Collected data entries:

********

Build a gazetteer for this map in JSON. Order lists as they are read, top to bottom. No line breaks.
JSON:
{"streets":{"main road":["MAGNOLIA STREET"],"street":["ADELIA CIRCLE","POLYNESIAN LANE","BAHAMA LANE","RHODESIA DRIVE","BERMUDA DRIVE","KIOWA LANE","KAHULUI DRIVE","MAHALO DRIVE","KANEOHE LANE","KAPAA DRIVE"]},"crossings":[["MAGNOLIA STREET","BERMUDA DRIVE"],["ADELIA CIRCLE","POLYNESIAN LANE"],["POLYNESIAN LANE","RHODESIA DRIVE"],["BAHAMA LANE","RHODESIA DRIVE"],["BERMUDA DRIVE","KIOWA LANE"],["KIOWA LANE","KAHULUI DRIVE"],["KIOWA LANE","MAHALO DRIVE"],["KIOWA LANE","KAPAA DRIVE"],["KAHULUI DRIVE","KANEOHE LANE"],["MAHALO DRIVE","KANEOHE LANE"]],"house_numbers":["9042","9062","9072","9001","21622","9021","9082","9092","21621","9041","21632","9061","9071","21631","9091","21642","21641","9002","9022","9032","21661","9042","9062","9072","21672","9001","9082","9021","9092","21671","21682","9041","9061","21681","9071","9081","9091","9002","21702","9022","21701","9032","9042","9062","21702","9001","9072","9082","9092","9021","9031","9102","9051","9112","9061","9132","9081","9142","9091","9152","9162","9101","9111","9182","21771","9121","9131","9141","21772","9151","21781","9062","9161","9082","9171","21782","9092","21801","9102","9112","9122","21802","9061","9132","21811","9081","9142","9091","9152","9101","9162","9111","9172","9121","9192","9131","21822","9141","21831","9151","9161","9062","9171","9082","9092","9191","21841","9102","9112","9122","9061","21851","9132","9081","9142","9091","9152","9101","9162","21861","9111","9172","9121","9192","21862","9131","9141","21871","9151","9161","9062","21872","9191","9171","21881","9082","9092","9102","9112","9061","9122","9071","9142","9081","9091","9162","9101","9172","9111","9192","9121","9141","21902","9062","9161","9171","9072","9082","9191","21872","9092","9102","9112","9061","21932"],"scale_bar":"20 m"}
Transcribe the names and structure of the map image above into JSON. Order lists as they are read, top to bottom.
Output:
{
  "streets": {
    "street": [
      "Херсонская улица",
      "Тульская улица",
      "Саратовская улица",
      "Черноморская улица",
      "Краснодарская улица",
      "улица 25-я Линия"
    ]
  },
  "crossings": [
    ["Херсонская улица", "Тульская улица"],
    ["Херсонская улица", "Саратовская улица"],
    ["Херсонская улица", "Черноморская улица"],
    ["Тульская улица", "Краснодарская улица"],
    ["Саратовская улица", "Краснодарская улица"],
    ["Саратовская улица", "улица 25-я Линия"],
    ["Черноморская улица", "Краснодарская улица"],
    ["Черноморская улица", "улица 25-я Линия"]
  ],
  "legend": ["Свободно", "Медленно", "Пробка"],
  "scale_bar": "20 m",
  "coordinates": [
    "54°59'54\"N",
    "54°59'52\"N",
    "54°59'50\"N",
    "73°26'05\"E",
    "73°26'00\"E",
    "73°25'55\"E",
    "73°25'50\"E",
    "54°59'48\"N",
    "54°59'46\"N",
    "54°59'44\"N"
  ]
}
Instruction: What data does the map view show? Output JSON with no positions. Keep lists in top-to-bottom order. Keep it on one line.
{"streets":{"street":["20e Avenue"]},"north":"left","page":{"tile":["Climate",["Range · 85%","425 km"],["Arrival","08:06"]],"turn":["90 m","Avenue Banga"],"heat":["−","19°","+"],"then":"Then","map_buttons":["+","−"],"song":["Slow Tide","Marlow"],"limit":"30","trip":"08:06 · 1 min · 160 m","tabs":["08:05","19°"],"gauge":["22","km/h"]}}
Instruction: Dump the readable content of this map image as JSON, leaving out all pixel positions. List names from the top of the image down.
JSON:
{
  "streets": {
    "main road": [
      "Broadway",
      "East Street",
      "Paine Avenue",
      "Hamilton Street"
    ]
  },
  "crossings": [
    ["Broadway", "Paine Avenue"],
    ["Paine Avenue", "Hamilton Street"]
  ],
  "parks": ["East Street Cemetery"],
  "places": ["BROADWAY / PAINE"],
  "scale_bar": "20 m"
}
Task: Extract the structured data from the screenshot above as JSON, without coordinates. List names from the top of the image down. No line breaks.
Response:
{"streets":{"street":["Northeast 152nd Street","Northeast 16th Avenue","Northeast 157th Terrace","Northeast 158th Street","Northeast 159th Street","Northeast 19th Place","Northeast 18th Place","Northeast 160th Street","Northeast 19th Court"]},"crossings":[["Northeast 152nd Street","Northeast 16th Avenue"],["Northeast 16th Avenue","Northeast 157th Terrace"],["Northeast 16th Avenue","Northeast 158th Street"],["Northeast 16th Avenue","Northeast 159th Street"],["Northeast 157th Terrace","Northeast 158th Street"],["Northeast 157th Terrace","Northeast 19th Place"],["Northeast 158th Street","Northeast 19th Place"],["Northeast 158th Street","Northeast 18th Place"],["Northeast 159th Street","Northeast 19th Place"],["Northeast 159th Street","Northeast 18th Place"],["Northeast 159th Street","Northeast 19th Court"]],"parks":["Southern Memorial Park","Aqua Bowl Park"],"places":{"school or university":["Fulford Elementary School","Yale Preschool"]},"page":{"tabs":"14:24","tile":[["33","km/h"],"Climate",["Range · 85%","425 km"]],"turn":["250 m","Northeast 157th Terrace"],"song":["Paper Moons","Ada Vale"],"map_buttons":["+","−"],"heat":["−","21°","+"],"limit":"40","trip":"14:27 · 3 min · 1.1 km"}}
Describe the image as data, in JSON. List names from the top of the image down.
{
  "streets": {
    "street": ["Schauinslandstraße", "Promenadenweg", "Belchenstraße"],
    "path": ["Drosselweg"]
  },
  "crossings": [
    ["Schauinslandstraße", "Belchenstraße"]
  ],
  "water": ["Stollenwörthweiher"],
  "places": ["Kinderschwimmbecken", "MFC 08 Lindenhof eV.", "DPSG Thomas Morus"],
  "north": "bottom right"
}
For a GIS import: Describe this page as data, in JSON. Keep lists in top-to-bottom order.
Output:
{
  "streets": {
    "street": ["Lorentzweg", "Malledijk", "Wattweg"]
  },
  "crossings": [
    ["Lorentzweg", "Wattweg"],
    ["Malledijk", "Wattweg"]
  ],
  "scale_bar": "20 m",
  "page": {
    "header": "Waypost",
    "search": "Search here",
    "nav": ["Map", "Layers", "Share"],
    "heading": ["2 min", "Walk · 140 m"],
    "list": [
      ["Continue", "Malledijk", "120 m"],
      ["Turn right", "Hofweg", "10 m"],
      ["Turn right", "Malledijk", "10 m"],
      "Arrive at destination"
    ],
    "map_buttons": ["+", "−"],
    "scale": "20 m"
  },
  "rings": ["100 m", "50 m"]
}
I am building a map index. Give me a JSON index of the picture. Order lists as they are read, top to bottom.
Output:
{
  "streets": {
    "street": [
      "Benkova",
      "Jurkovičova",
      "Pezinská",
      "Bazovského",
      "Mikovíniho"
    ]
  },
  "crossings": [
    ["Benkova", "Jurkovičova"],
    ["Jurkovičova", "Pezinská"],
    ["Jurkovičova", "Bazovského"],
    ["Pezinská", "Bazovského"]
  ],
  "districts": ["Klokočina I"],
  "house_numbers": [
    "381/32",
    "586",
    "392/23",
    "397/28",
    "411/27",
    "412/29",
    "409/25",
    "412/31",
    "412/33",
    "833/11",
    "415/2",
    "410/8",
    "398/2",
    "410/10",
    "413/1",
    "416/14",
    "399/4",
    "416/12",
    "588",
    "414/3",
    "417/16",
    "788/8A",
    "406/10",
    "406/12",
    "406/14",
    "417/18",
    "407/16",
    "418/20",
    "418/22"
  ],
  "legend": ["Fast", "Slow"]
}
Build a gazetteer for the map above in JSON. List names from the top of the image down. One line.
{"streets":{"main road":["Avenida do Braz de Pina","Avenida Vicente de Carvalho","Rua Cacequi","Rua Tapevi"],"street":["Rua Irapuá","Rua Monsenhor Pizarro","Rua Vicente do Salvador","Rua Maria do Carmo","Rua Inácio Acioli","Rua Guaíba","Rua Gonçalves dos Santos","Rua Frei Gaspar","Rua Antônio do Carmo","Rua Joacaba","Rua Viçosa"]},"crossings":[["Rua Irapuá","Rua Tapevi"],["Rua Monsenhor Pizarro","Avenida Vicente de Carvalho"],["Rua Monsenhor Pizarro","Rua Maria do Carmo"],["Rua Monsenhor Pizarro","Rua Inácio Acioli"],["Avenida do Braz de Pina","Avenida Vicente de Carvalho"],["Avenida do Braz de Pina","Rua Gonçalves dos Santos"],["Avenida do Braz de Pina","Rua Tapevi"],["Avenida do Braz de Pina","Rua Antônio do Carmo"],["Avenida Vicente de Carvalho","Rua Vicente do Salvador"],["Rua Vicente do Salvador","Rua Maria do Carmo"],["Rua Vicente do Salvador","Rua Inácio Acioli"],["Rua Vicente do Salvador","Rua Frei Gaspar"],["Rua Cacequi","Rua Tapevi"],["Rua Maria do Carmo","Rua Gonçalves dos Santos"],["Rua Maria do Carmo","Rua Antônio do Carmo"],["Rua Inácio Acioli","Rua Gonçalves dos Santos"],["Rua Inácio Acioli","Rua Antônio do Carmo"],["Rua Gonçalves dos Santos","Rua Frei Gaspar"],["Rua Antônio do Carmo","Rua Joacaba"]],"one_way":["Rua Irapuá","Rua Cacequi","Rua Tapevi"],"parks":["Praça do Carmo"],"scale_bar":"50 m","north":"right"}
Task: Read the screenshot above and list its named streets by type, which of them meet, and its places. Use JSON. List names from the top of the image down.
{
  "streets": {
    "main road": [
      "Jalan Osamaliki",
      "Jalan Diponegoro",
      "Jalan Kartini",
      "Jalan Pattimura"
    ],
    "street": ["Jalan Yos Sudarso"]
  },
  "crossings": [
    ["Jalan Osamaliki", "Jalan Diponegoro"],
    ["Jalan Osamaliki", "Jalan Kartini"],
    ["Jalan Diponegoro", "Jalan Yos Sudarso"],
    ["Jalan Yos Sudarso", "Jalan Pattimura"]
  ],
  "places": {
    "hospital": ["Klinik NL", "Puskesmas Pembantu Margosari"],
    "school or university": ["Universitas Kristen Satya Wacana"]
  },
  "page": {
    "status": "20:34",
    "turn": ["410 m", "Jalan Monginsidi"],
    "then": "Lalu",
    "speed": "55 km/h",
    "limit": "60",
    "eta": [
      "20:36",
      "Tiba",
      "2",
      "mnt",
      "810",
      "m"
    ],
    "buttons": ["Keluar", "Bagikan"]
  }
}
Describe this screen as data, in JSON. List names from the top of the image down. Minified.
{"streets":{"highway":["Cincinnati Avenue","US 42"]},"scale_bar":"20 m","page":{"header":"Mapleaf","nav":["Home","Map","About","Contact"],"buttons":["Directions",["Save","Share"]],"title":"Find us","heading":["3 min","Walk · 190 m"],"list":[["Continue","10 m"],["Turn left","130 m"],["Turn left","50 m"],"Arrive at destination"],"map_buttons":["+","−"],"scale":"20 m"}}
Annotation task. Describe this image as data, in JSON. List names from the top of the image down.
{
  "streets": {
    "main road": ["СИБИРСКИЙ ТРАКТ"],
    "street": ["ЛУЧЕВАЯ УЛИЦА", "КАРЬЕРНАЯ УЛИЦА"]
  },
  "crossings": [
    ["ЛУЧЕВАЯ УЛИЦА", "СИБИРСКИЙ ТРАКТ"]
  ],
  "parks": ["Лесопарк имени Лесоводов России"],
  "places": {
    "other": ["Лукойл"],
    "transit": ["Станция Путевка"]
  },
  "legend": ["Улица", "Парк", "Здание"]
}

********

- What the task asks
Answer only with how many lines in the records include "this".

- Answer to the problem
5